Lines of the material that include the word "canvas" are to be counted; only their number should be given.

━━━━━━━━

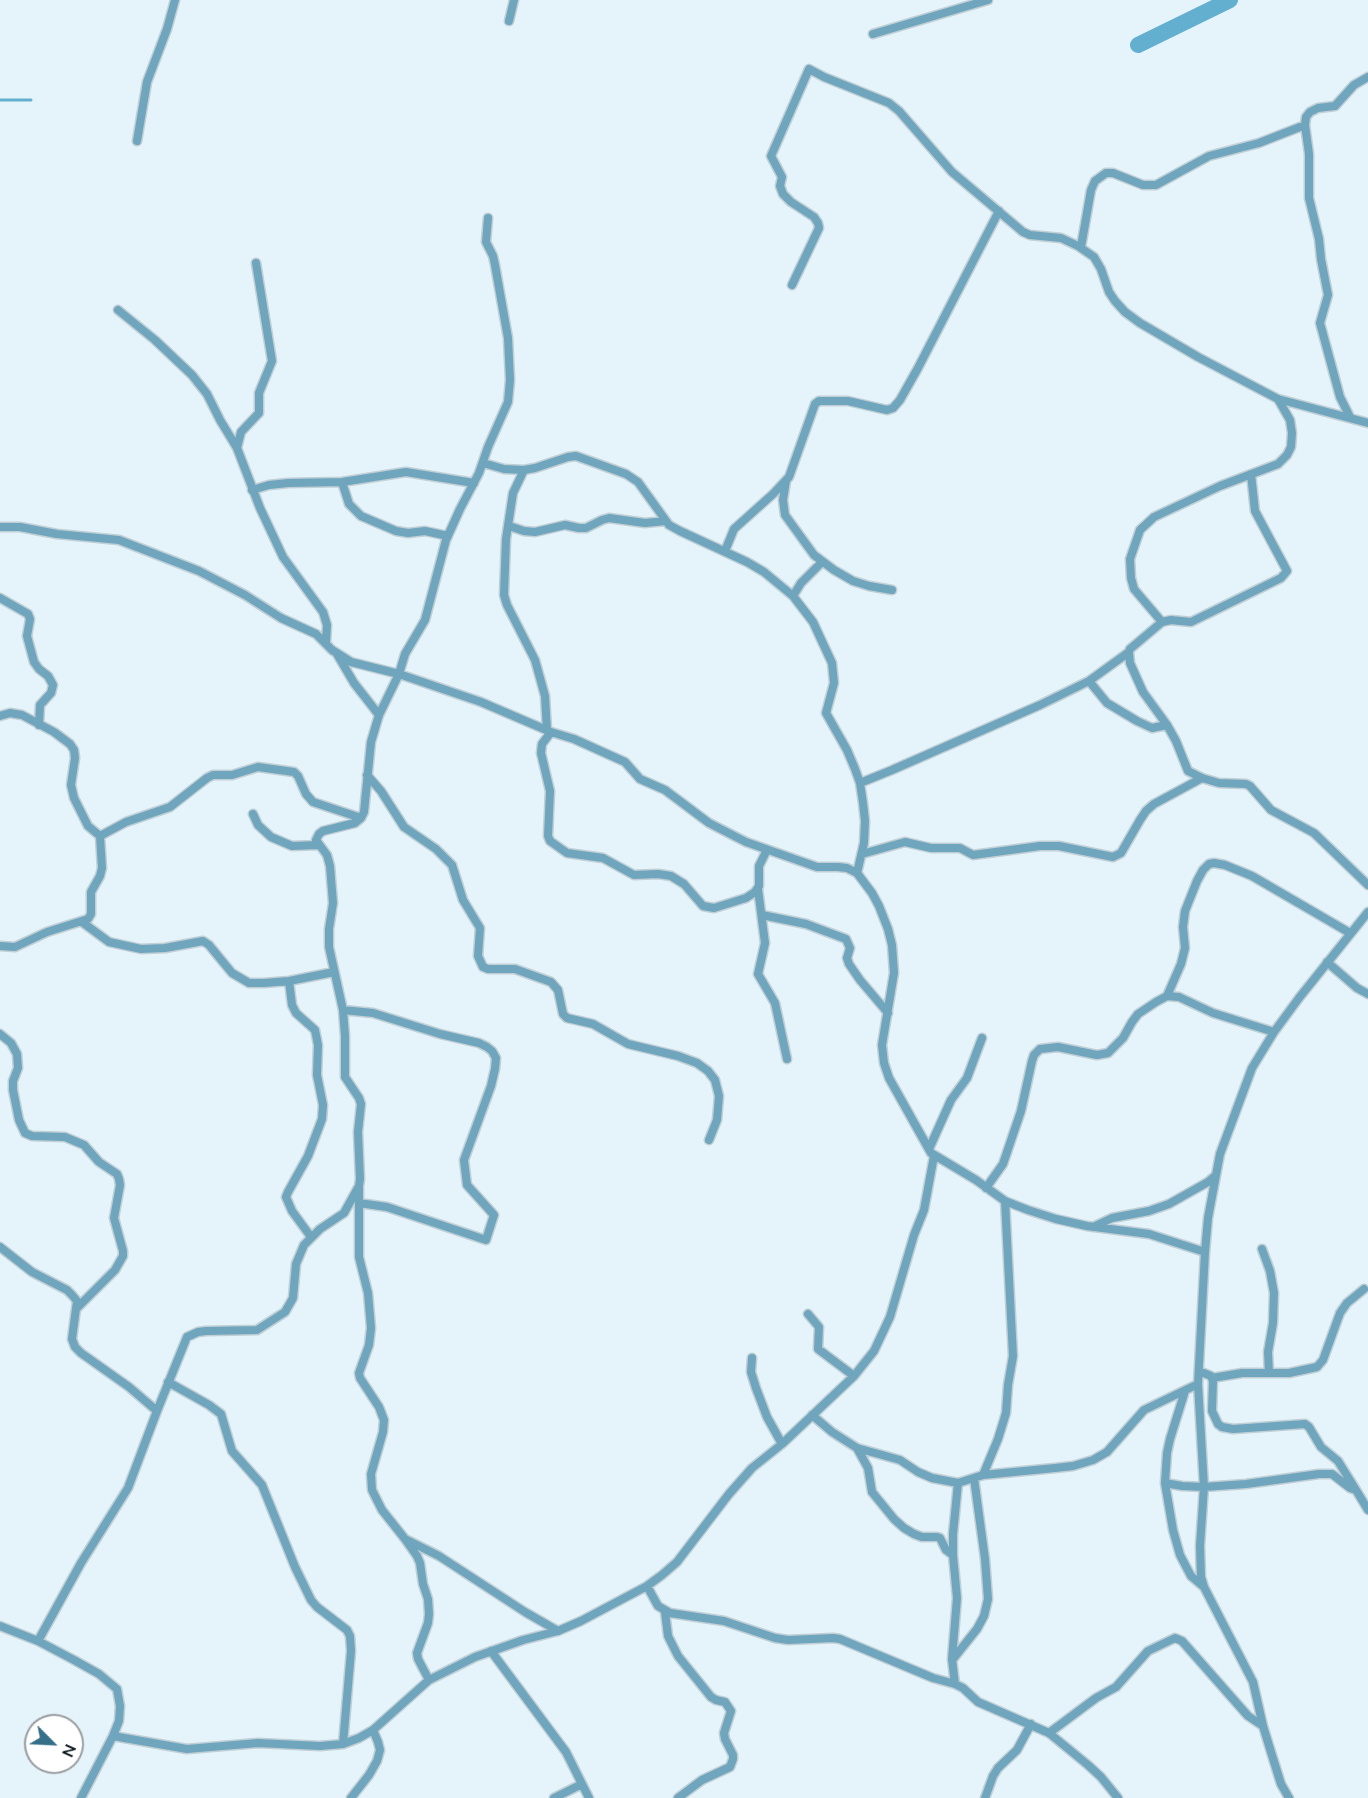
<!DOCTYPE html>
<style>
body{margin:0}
#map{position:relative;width:1368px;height:1798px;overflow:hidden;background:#e5f4fb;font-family:"Nunito Sans",sans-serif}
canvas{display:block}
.north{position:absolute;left:24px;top:1714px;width:60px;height:60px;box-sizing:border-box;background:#fff;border:2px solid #9a9ea1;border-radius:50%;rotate:114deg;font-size:16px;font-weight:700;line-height:24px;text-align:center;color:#020d13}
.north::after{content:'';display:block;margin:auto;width:21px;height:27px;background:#357088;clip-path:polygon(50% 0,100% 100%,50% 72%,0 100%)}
</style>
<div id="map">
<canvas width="1368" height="1798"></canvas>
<div class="north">N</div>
</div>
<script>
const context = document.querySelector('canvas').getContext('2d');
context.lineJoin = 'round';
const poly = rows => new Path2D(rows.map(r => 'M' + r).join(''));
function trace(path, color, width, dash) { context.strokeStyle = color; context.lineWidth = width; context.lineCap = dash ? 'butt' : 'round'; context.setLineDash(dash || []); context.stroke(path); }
trace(poly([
 [0,100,31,100]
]), '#63afd0', 3);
trace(poly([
 [1138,45,1230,0]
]), '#63afd0', 16);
const minor = poly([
 [509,21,514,0],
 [873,34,988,0],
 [137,141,147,82,167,29,175,0],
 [1081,247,1091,190,1095,181,1106,173,1113,173,1143,185,1156,185,1209,156,1259,143,1305,125],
 [792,285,819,228,818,223,814,217,791,202,783,194,780,186,782,177,771,156,809,69,824,77,889,103,899,111,952,172,1023,232,1030,235,1061,238,1078,246,1094,257,1101,269,1109,292,1115,301,1125,312,1140,323,1198,357,1278,399,1368,423],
 [118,310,155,340,192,375,207,394,220,420,237,448,260,508,283,557,323,612,327,625,326,643],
 [1350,417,1340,397,1320,323,1328,295,1321,259,1319,239,1309,198,1309,154,1305,125,1306,117,1310,112,1318,108,1335,106,1354,85,1368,77],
 [237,448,241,432,259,413,259,393,272,361,256,263],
 [483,463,504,469,524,470,535,468,568,457,576,456,626,474,638,482,669,525,680,531,747,562,764,572,793,596,813,622,832,663,834,683,826,713,847,750,855,769,860,783,863,803,865,821,864,843,857,873],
 [524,470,513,493,506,539,504,595,507,605,535,660,545,696,547,730],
 [1251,474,1255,511,1287,571,1281,578,1191,622,1171,620,1162,622,1130,649,1129,652,1130,663,1143,692,1167,725,1176,741,1188,771,1202,778,1219,783,1246,784,1250,786,1271,810,1314,833,1368,885],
 [786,481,783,500,785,515,814,555,834,570,853,581,869,586,892,590],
 [342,482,349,504,361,516,396,531,408,533,425,531,448,536],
 [252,490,269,485,288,483,342,482,406,472,474,483],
 [509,526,524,531,535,532,565,525,579,528,586,528,602,520,609,518,645,523,666,521],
 [0,527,20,527,57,534,119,540,199,571,245,595,281,618,316,634,332,650,351,662,399,674,481,702,551,732,574,739,625,762,640,779,665,790,709,823,746,842,817,867,838,867,847,868,857,873,872,893,879,906,888,929,892,945,894,973,882,1045,884,1063,889,1078,931,1153,976,1180,1005,1201,1028,1210,1056,1219,1087,1226,1149,1234,1205,1252],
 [725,551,734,529,773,494,789,477,815,404,819,401,848,401,887,410,893,408,900,400,918,368,999,211],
 [793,596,801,583,822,562],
 [0,598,28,614,30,619,27,636,34,662,39,669,48,676,53,685,51,693,40,705,39,725],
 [1162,622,1134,589,1131,578,1130,559,1140,530,1154,517,1220,486,1278,464,1287,455,1291,447,1292,433,1290,420,1278,399],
 [337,654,354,683,379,715],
 [1089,681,1107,703,1137,721,1152,728,1167,725],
 [0,716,10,713,22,715,54,732,70,744,74,750,75,758,71,785,74,798,88,826,100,836],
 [551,732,542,744,541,753,550,791,548,836,550,841,567,853,603,858,634,875,658,874,671,876,684,884,703,906,714,908,746,898,755,892,759,886,759,866,767,850],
 [367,775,381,791,404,827,436,849,452,865,463,900,480,928,478,956,483,967,488,969,515,969,551,982,558,990,563,1014,567,1018,593,1024,628,1044,678,1056,697,1063,708,1071,715,1080,719,1096,717,1120,709,1140],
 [860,783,892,770,1040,705,1089,681,1129,652],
 [253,814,258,825,271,837,292,846,318,845],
 [862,854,905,842,931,848,960,848,973,855,1040,846,1059,846,1113,857,1121,853,1140,820,1146,811,1154,804,1202,778],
 [758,889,765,943,758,974,775,1003,787,1059],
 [762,915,806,924,846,939,850,948,847,958,849,964,860,980,888,1013],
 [82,922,109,942,141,949,165,948,203,941,209,945,232,973,249,983,264,983,289,981,334,972],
 [0,946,15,947,47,932,88,919,91,914,91,892,100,876,102,868,100,836,126,822,170,807,207,778,213,775,232,775,258,767,294,772,298,776,306,794,313,802,361,818],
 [1327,962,1357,988,1368,994],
 [289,981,292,1005,296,1013,315,1030,318,1045,317,1075,323,1105,322,1119,308,1156,288,1192,286,1197,292,1211,311,1237],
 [1167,996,1181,964,1185,948,1183,927,1185,911,1197,881,1203,870,1209,864,1214,863,1225,865,1252,876,1350,933],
 [343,1010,373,1013,440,1034,479,1043,487,1047,492,1051,496,1058,495,1069,491,1086,464,1160,467,1185,494,1215,486,1240,387,1207,359,1203],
 [0,1034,11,1043,17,1054,18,1068,13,1081,13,1090,19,1120,25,1133,32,1136,65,1137,84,1145,99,1162,117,1174,119,1179,120,1185,114,1218,123,1251,123,1256,115,1270,77,1308],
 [929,1149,951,1100,967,1078,982,1038],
 [359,1188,359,1257,368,1293,371,1328,369,1345,359,1373,360,1378,379,1407,384,1420,383,1432,371,1474,372,1490,382,1510,405,1539,417,1556,420,1563,423,1584,428,1599,429,1614,428,1623,417,1653,418,1659,429,1680],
 [986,1188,1003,1164,1021,1111,1032,1061,1034,1055,1040,1049,1058,1047,1097,1055,1108,1053,1123,1038,1132,1022,1138,1014,1156,1002,1167,996,1179,997,1213,1013,1274,1032],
 [1093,1227,1112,1218,1149,1211,1169,1204,1208,1182,1215,1176],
 [0,1247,32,1272,67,1290,72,1295,77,1301,72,1339,75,1347,81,1353,129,1387,157,1411],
 [1262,1249,1270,1271,1274,1293,1273,1323,1268,1352,1269,1373],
 [808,1314,819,1327,818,1349,854,1376],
 [752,1358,751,1372,756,1388,767,1417,782,1444],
 [1199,1371,1211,1376,1213,1381,1212,1411,1218,1424,1222,1427,1233,1429,1305,1424,1309,1427,1321,1447,1338,1461,1356,1490],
 [1212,1378,1242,1373,1289,1373,1317,1367,1323,1360,1340,1313,1347,1303,1364,1289],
 [168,1382,209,1405,221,1414,232,1451,262,1485,295,1567,311,1600,317,1607,347,1630,350,1636,351,1651,343,1744],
 [1185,1391,1170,1439,1167,1453,1165,1483,1173,1530,1180,1555,1191,1576,1204,1587],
 [812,1415,832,1432,857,1448,900,1460,918,1472,932,1478,958,1483,983,1475,1055,1468,1073,1466,1093,1460,1107,1452,1144,1410,1198,1384],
 [857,1448,868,1468,872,1492,894,1519,904,1528,914,1534,922,1537,937,1537,940,1538,946,1550,953,1555],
 [983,1475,998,1439,1006,1413,1008,1385,1013,1356,1005,1201],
 [1165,1483,1182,1486,1204,1487,1246,1484,1319,1474,1332,1474,1350,1488,1356,1490,1368,1510],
 [407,1540,439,1556,525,1612,558,1631],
 [647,1586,658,1606,670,1613,724,1621,775,1638,788,1640,833,1638,840,1639,933,1678,955,1684,963,1688,978,1702,1049,1733,1088,1765,1101,1777,1118,1798],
 [665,1612,668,1636,678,1656,711,1697,716,1700,725,1702,731,1711,724,1733,725,1739,733,1755,733,1759,730,1767,702,1780,678,1798],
 [0,1626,38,1641,74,1660,99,1674,117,1689,120,1706,119,1721,113,1736,81,1798],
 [38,1641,81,1563,128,1488,157,1411,187,1337,198,1332,206,1331,257,1330,285,1312,293,1298,296,1264,304,1245,320,1229,344,1213,359,1186,360,1179,358,1132,361,1104,359,1098,345,1077,345,1036,343,1010,329,947,329,929,333,903,330,866,327,855,316,840,319,834,323,831,355,823,361,818,364,812,371,742,379,715,399,674,405,654,425,620,446,540,460,509,479,473,488,447,508,402,510,380,508,338,495,265,493,256,486,242,488,218],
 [491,1651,566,1752,589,1798],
 [953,1659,977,1629,984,1616,988,1599,985,1559,974,1478],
 [955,1684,952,1659,957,1598,953,1555,953,1534,958,1483],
 [1049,1733,1096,1698,1116,1687,1148,1651,1175,1638,1182,1641,1248,1716,1263,1726],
 [113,1736,187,1749,258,1743,320,1746,343,1744,359,1738,373,1730,429,1680,475,1657,523,1640,558,1631,581,1621,647,1586,662,1575,677,1562,729,1494,752,1468,782,1444,854,1376,874,1351,890,1317,914,1235,924,1210,934,1156],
 [351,1798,369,1775,377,1761,380,1750,378,1742,373,1730],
 [554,1798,582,1784],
 [985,1798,993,1776,998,1768,1017,1750,1031,1724],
 [1289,1798,1281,1784,1271,1752,1263,1726,1253,1682,1204,1587,1201,1577,1200,1546,1204,1487,1198,1384,1205,1252,1208,1218,1220,1154,1252,1068,1274,1032,1299,998,1368,912]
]);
trace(minor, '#c1cfd6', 11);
trace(minor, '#6fa5bd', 8);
</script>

━━━━━━━━

▶ _Solution below_: 3